**WHAT TO DO**. You are asked to filter the data below and copy every line holding "buttons".

**Collected data entries**.

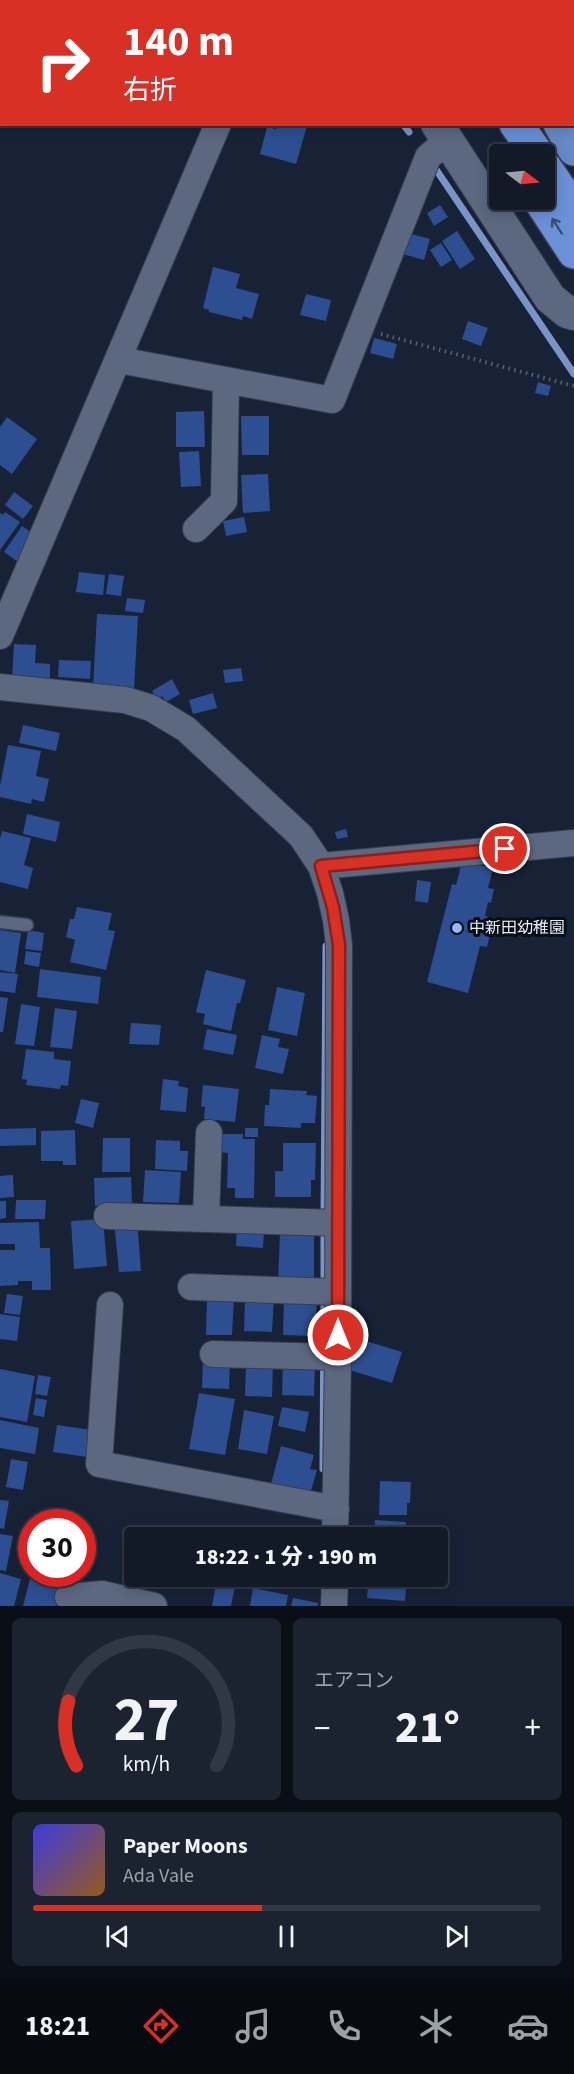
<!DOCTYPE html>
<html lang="ja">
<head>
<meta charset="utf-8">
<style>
  body { margin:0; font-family:"Source Sans 3","Noto Sans JP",sans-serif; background:#1b2330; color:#f1f3f6; height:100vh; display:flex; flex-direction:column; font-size:22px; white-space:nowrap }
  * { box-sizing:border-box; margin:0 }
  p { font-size:20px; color:#9ca1a8 }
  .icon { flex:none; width:33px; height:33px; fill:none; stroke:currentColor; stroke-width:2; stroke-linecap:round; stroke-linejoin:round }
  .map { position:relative; height:1606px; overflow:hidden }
  .drawer { display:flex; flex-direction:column; gap:12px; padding:12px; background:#0a0e16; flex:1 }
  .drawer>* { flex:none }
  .top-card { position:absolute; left:0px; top:0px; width:574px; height:126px; box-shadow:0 3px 15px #0003,0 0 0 2px #313845; background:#d93025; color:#fff; overflow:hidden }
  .needle { width:39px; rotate:106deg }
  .buttons { position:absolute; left:489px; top:144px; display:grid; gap:12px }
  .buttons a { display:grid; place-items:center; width:66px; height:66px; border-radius:6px; background:#121a28; box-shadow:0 3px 15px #0003,0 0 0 2px #313845; font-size:30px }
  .speed { position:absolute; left:18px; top:1509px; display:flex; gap:12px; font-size:30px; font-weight:700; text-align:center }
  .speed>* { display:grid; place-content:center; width:78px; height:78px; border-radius:50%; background:#121a28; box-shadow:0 3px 15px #0003,0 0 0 2px #313845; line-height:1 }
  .speed .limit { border:9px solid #d22; background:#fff; color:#111 }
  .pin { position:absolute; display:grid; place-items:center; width:51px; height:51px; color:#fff; margin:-26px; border:3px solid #fff; border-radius:50%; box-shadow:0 2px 6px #0007 }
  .me { position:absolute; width:66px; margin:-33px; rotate:0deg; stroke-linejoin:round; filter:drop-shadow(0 0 4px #0008) }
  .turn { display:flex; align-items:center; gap:21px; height:126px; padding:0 24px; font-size:27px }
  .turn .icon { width:78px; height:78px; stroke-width:2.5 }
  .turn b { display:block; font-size:42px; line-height:51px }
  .big { font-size:45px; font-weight:800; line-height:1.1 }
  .drawer .widget { flex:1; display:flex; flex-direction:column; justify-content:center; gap:9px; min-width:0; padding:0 21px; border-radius:9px; background:#1b2330 }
  .drawer .dial { align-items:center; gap:0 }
  .dial svg { height:156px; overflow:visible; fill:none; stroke:#313845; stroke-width:7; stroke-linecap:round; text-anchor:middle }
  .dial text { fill:#f1f3f6; stroke:none }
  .song { display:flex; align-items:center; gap:18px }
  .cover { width:72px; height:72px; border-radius:9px; background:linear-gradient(135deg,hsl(240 70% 55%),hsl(30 70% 35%)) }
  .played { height:6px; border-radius:3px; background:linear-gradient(90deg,#d93025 45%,#313845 45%) }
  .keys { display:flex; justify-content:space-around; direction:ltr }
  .heat { display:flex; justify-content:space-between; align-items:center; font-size:33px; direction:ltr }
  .drawer .tiles { flex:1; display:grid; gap:12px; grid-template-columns:1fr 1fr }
  .widget:last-child { grid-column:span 2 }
  .trip { position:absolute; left:124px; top:1527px; width:324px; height:60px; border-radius:6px; background:#121a28; box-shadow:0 3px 15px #0003,0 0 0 2px #313845; font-weight:800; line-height:60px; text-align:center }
  .tabs { display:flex; height:96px; justify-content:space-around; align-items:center; background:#070a10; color:#9ca1a8 }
  .tabs .icon { width:42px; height:42px }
  .tabs .on { color:#d93025 }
  .tabs b { font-size:27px; color:#f1f3f6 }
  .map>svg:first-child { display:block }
</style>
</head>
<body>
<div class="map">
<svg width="574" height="1606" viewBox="0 0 574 1606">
  <rect width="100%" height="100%" fill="#182236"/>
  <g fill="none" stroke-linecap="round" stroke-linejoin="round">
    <path stroke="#7994c8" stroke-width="7" d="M1,0L4,2
      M403,124L409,132
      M435,168L574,374
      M324,1217L326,946
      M324,1286V1228
      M323,1469L324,1297"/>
  </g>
  <path fill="#2d4e90" d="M277,124L307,126L296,164L260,154L267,127L276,129Z
    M440,205L448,217L434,226L427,213Z
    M457,231L475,259L460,269L442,241Z
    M405,232L430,239L424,260L399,253Z
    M441,243L452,260L441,267L430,250Z
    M213,267L240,274L236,288L259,294L252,319L243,316L242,320L209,312V310L203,308Z
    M306,294L331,300L326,321L300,315Z
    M468,321L488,328L481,346L462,339Z
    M374,338L397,344L393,359L370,353Z
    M538,382L551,386L548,396L535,393Z
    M204,411L205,447H176V412Z
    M241,416H269V455H242Z
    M7,417L37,439L12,474L0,465V427Z
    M199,451L201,486L181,487L179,452Z
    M268,474L270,511L243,513L241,475Z
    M14,492L33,506L23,519L5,505Z
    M5,512L20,522L0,550V513L3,515Z
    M244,517L247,532L226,536L223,521Z
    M22,526L36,536L18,562L4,552Z
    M79,572L105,575L103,595L76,592Z
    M109,574L124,576L121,596L106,594Z
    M127,598L145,600L143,613L125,611Z
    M97,614L138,616L134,690L93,688Z
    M14,644L36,645L35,663L50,664V682L12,680Z
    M59,660L91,661L90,679L58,677Z
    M241,668L243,681L225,683L223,670Z
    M172,679L180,694L166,702L162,696L157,700L152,691Z
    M213,693L217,708L193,714L189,700Z
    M23,725L60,733L56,751L19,743Z
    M8,745L41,751L36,776L49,779L44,802L32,799L31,804L0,797V786Z
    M27,814L60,822L56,842L23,834Z
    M346,829L348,837L337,839L335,832Z
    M2,831L31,838L24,865L33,868L28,889L0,882V839Z
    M462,861L493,868L488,888L494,889L491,903L488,902L485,916L494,918L487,947L480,946L468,993L427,982L452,884L456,885Z
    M417,880L431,882L428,903L415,901Z
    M77,907L112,913L108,930L115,931L106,970L70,962L75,940L66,937L70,919H74Z
    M0,930L21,933L15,973L0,970Z
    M28,930L44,933L42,951L25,949Z
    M26,951L41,953L39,967L24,964Z
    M40,969L101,977L98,1004L37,997Z
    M206,970L246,980L240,1003H237L231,1031L203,1024L205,1014L196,1012Z
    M0,972L18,974L15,993L0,991Z
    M277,987L305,993L297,1036L268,1030Z
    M0,997L8,998L3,1032H0Z
    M21,1004L40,1007L34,1046L15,1044Z
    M55,1008L77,1011L72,1049L50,1047Z
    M131,1023L161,1025L159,1045L129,1044Z
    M207,1029L237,1035L233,1055L203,1049Z
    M262,1035L280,1039L278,1047L289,1049L283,1074L255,1068Z
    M26,1049L54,1052V1059L71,1061L68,1086L61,1085L60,1089L26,1085L27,1080L22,1079Z
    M163,1079L179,1081L178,1086L188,1088L186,1112L160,1110Z
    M203,1085L239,1089L235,1122L204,1119L205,1107L201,1106Z
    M270,1089L307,1091L306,1095L317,1096L315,1123H301V1128L264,1126L265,1105H269Z
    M81,1099L99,1103L93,1128L75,1123Z
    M36,1128V1145L0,1146V1129Z
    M245,1128H258V1137H245Z
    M75,1130L76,1165H63V1161H41V1131Z
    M220,1134H243V1139H255L254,1198H235V1188H227L228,1153L219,1152Z
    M103,1138H130V1172H102Z
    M156,1140L180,1141V1151H188L187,1171L155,1169Z
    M283,1143H316L315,1180H311V1197H275V1171H283Z
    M145,1170L181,1172L179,1203L143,1202Z
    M13,1175L14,1197L0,1198V1176Z
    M131,1177L132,1205L95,1206L94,1178Z
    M16,1200H46L45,1219H15Z
    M0,1201H6V1218L0,1219Z
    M103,1219L107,1266L74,1269L71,1221Z
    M137,1219L141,1271L119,1272L114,1221Z
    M39,1222L40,1248H50L51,1290H32V1281H18V1285L0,1286V1250H15V1244H0V1223Z
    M237,1226L264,1229L263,1248L236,1246Z
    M280,1233H314V1284H278Z
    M7,1294L23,1296L20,1315L4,1313Z
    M207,1296L234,1297L232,1335H206Z
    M245,1296H274L272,1332L244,1331Z
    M284,1297H317L315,1336L283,1335Z
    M0,1314L20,1317L17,1341L0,1339Z
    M356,1338L402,1352L392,1383L346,1369Z
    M203,1359L230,1360L229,1389L202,1388Z
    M246,1361L273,1362L272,1397L245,1396Z
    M283,1362L315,1363L314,1396L282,1395Z
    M0,1369L35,1376L27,1422L0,1417Z
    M38,1375L51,1377L47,1396L35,1394Z
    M199,1393L235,1399L225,1455L189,1449Z
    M36,1398L47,1400L44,1417L33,1415Z
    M282,1407L309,1412L305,1432L278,1426Z
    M244,1410L274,1416L267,1454L238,1449Z
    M0,1420L39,1428L35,1454L0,1448Z
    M57,1425L91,1430L87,1457L53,1452Z
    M281,1446L314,1455L310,1469L317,1470L310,1494L271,1484Z
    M11,1459L28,1462L23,1490L6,1487Z
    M380,1481L411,1482L410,1503H407V1515H379Z
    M0,1500L9,1501L4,1529L0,1528Z
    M375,1520L406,1522L405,1538H374Z
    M0,1534L13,1536L6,1571L0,1570Z
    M0,1573L21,1579L14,1606H0Z
    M31,1575L62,1583L56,1606H23Z
    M369,1576H407L405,1601L367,1598Z
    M216,1583L235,1586L231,1606H212Z
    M253,1588L288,1595L286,1606H250Z
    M293,1598L318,1603V1606H291Z"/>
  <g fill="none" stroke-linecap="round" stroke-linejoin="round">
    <defs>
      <path id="service" d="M0,922L27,925"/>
      <path id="minor" d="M266,2L267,0
        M119,360L332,400L428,157L448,140
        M196,529L224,501L226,381
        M0,636L218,124
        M0,687L125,700L151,708L186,729L301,836L321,866L330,893L336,920L339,945L338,1357L335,1538
        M321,866L574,843
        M107,1216L338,1223
        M206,1219L209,1133
        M191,1287L338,1292
        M110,1305L99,1464L336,1509
        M213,1354L338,1357
        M68,1597L102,1594L154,1606
        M334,1606L335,1576"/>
      <path id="tertiary" d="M83,0L91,2
        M437,124L550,298L567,312L574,314"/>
      <path id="trunk" d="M486,0L487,2
        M522,0L523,2
        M573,85L574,87
        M560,124L574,149"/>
      <path id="motorway" d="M399,0L401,2
        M516,124L537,154
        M544,166L574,210
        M540,200L574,252"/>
    </defs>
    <use href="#service" stroke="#363d4e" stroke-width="15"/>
    <use href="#minor" stroke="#363d4e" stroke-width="28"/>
    <use href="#tertiary" stroke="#363d4e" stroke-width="34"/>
    <use href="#trunk" stroke="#363d4e" stroke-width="36"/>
    <use href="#motorway" stroke="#363d4e" stroke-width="36"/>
    <path stroke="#596375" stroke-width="4" stroke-dasharray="1.5 4.5" stroke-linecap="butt" d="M381,334L574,386"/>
    <use href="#service" stroke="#5b6880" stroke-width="12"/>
    <use href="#minor" stroke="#5b6880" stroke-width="26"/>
    <use href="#tertiary" stroke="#5b6880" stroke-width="32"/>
    <use href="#trunk" stroke="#6888c6" stroke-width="33"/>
    <use href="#motorway" stroke="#6b90d7" stroke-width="33"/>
  </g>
  <defs><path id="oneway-shaft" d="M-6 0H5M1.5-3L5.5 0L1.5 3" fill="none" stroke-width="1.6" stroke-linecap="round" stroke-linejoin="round" transform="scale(1.5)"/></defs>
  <use stroke="#3a4e76" href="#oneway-shaft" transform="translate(557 226) rotate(-123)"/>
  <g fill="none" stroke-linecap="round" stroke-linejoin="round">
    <defs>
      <path id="route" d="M338,1335L339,945L333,907L321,866L505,849"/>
    </defs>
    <use href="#route" stroke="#8d1f18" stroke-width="15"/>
    <use href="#route" stroke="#d93025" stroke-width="10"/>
  </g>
  <circle fill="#92b7fd" stroke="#080c15" stroke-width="2" cx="457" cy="928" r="6"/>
  <g text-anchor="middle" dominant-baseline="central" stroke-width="6" stroke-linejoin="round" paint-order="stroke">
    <g font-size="16" fill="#e6eefc" stroke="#080c15" text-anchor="start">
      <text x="469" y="928">中新田幼稚園</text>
    </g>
  </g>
</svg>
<div class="buttons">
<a><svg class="needle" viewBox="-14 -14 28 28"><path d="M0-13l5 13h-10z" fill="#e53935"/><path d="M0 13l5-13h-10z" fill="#9ca1a8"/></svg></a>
</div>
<div class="speed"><div class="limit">30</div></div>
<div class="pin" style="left:505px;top:849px;background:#d93025"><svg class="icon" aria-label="arrive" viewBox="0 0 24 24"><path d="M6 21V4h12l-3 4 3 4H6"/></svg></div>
<svg class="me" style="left:338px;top:1335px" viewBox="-20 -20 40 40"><circle r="17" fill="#d93025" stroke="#fff" stroke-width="3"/><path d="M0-11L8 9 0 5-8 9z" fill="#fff"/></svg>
<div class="trip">18:22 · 1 分 · 190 m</div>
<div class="top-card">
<div class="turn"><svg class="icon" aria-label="right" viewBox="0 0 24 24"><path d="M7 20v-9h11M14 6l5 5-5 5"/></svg><div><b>140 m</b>右折</div></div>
</div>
</div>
<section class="drawer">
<div class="tiles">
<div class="widget dial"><svg viewBox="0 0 100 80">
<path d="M14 69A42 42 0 1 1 86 69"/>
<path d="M14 69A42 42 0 0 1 10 36" stroke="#d93025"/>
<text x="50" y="56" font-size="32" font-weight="700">27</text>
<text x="50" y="72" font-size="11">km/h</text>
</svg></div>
<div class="widget"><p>エアコン</p>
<div class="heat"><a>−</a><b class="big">21°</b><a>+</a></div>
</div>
<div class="widget">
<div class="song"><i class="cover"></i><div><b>Paper Moons</b><p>Ada Vale</p></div></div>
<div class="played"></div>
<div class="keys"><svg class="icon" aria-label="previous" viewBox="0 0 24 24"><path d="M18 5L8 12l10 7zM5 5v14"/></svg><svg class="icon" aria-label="pause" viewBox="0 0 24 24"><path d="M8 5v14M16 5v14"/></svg><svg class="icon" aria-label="next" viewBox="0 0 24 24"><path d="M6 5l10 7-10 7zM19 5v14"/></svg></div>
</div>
</div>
</section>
<nav class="tabs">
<b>18:21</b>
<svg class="icon on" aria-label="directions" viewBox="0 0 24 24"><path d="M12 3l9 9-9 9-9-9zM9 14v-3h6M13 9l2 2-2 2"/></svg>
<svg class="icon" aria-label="music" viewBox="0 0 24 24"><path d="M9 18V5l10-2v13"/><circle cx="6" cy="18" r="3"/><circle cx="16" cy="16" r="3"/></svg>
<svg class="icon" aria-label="phone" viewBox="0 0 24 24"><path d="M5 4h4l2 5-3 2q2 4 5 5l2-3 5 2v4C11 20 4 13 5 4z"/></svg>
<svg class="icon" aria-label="climate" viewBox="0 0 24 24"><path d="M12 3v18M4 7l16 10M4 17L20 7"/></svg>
<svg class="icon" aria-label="car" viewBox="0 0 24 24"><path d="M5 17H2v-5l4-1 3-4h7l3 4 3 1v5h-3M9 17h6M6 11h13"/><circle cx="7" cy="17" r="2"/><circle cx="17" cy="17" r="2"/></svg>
</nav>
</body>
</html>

**ANSWER BELOW**.
  .buttons { position:absolute; left:489px; top:144px; display:grid; gap:12px }
  .buttons a { display:grid; place-items:center; width:66px; height:66px; border-radius:6px; background:#121a28; box-shadow:0 3px 15px #0003,0 0 0 2px #313845; font-size:30px }
<div class="buttons">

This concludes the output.